A onda de multiplicação de gurus e modas na administração continua fazendo vítimas. Depois da subcontratação, da terceirização, da reengenharia, do "downsizing" e do pensamento lateral, entre outras novidades mais ou menos recentes, é a vez da "organização virtual" ficar na berlinda.
O virtual é virtuoso? Essa é a dúvida do artigo principal na edição de janeiro-fevereiro da "Harvard Business Review", posta por acadêmicos do Instituto de Administração, Inovação e Organização da Haas School of Business.
A questão mais ampla que afinal de contas fica no horizonte de todas essas novidades administrativas é a da crítica à burocratização excessiva da grande corporação.
Quase tudo o que se faz e vende como receita de sucesso vai no sentido de cortar, enxugar e flexibilizar. Caíram no esquecimento as velhas teorias de que eficiência e produtividade são resultados de ganhos de escala ou de que o capitalismo avança mais nos países onde se consolidam grandes empresas e conglomerados.
O artigo de Chesbrough e Teece tem o mérito de colocar em dúvida o consenso de que "small is beautiful" (pequeno é bonito). O aspecto "virtual" das empresas menores e mais flexíveis viria da sua capacidade de estabelecer redes ("networks"). Mas esses novos críticos afirmam que nem sempre o resultado é virtuoso.
As vantagens da empresa virtual aparecem em ambientes de inovação tecnológica acelerada (o caso clássico é o da IBM numa época em que o microcomputador abria novas oportunidades de mercado).
A grande empresa é não apenas mais lenta em perceber as mudanças, como tem dificuldade em manter motivados os seus quadros. O risco na empresa menor é maior, mas os pequenos empresários de alta tecnologia ficam mais próximos de oportunidades extraordinárias de lucros.
A crítica à organização enxuta e virtual torna-se possível quando se percebe uma contradição fundamental. Ser pequeno significa estar apto a formar mais redes e alianças estratégicas. Mas ser pequeno significa correr mais riscos e estar mais próximo de lucros extraordinários. Conclusão: com o tempo aumenta o conflito entre a vocação a compartilhar estratégias e o interesse em se apropriar ao máximo dos lucros. A dimensão virtual (ser pequeno e ter muitos aliados) deixa de ser virtuosa. Surge um "trade off" (uma compensação mútua) entre incentivos e controle que diminui as chances de sobrevivência da organização enxuta.
Na prática, o desafio central deixa de ser "descentralizar" e passa a ser encontrar o grau adequado de centralização. Organizações virtuais e empresas integradas seriam os dois extremos. No meio do campo estariam as várias modalidades de alianças empresariais.
Aliás, talvez não seja por acaso que, nos últimos meses, o panorama empresarial mundial tenha sido dominado muito mais por notícias de fusões e outras formas de aliança empresarial do que por histórias de sucesso de pequenos Davis ousados e gananciosos.
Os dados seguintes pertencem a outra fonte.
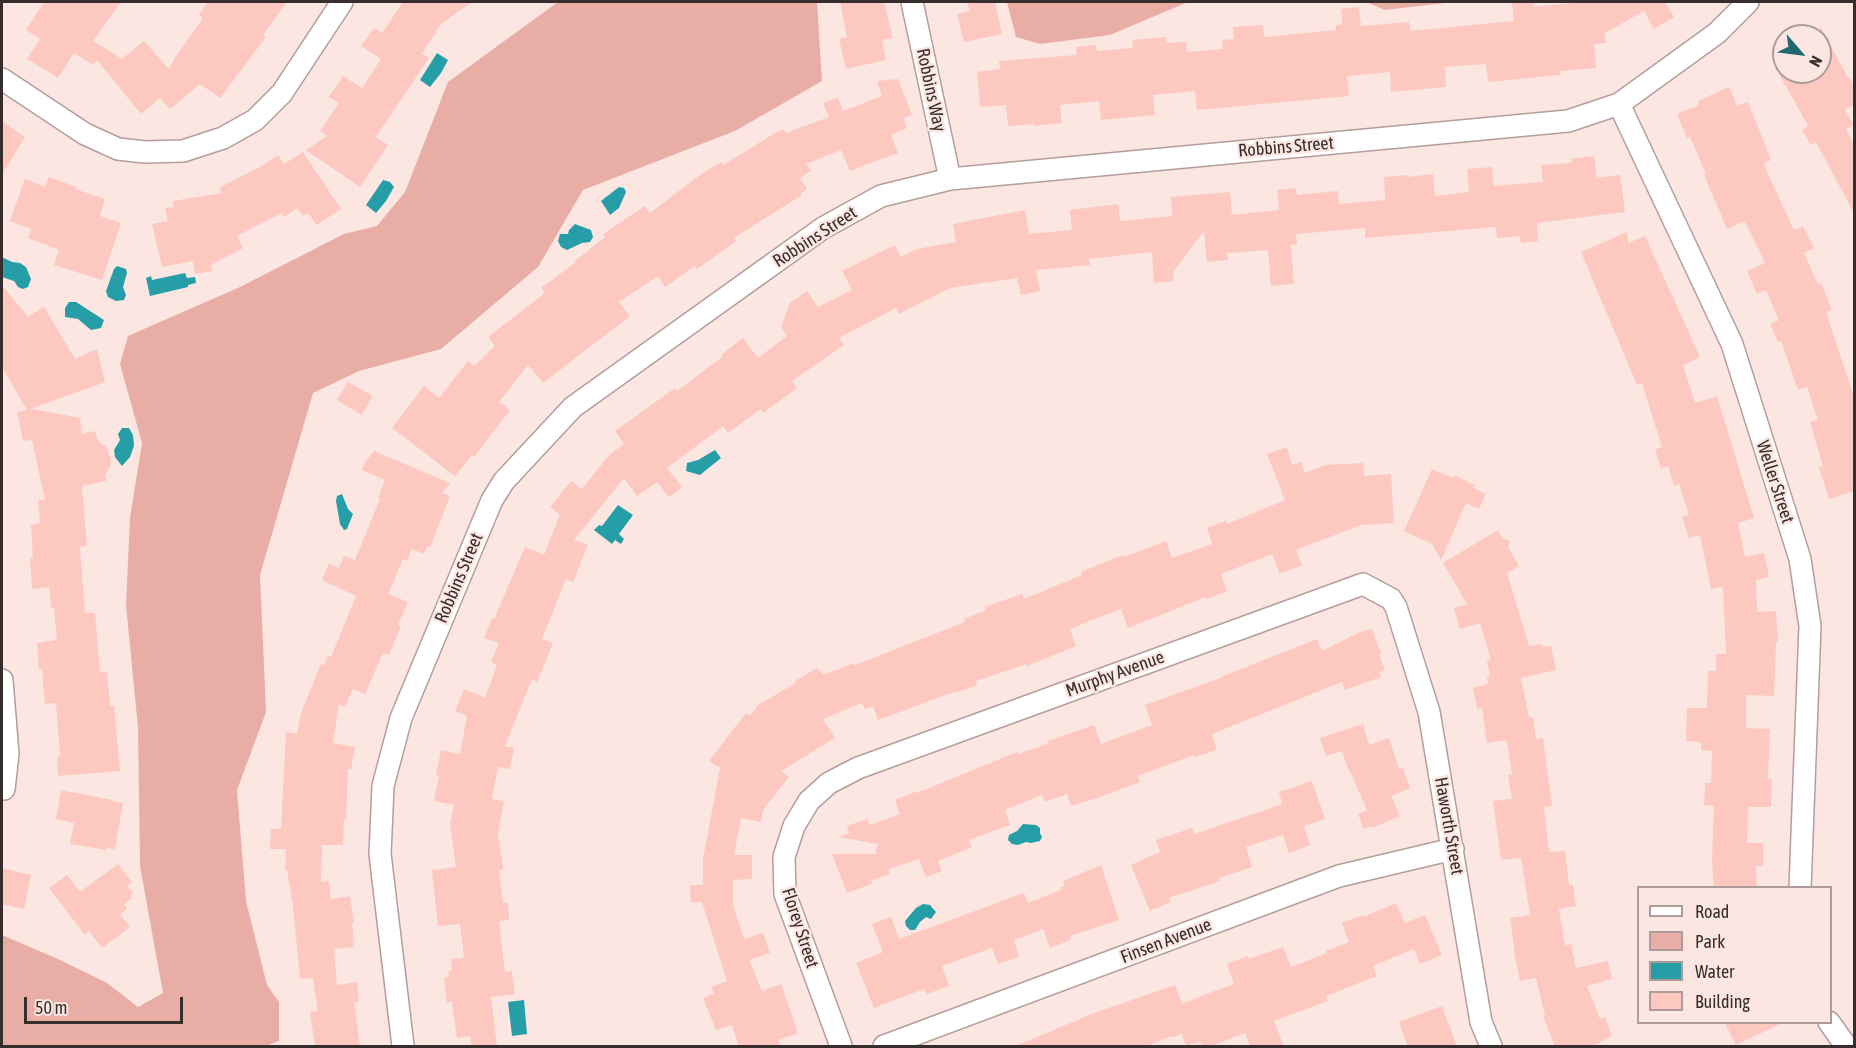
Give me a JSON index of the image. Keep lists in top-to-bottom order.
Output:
{
  "streets": {
    "street": [
      "Robbins Way",
      "Robbins Street",
      "Weller Street",
      "Murphy Avenue",
      "Haworth Street",
      "Florey Street",
      "Finsen Avenue"
    ]
  },
  "crossings": [
    ["Robbins Way", "Robbins Street"],
    ["Robbins Street", "Weller Street"],
    ["Murphy Avenue", "Haworth Street"],
    ["Murphy Avenue", "Florey Street"],
    ["Haworth Street", "Finsen Avenue"]
  ],
  "legend": [
    "Road",
    "Park",
    "Water",
    "Building"
  ],
  "scale_bar": "50 m",
  "north": "bottom right"
}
Um exemplo típico é a indústria do entretenimento e das comunicações. Antigamente a estratégia básica de uma multinacional era entrar num mercado e dominá-lo fisicamente. Agora formam-se alianças multinacionais, reunindo empresas com o mesmo foco, mas muitas vezes deixando a um sócio local a responsabilidade por entender o mercado.
Conclusão: não é o conceito de organização virtual que perde terreno, mas o preconceito de que apenas empresas pequenas, enxutas, flexíveis ou coisa do gênero sejam capazes de formar alianças estratégicas dinâmicas e eficientes.
A grande empresa também pode ser virtual. Nas palavras dos dois especialistas: "O desafio dos administradores é escolher a forma organizacional que melhor se adapta ao tipo de inovação que estão perseguindo". O "networking" (formação de redes) e os ganhos de escala, mesmo a nível global, não são incompatíveis.
Resta saber como identificar os vários tipos de inovação tecnológica. Há inovações autônomas, que ocorrem com alguma independência. E há inovações sistêmicas, que dependem da existência de um conjunto de inovações complementares. Quanto mais sistêmica a inovação em jogo, mais necessário o "networking" para viabilizar uma estratégia empresarial.
Mas, em muitos casos, apenas a grande empresa terá condições de implementar projetos com alto grau de dependência de inovações sistêmicas. "Small is beautiful", mas pode não passar disso.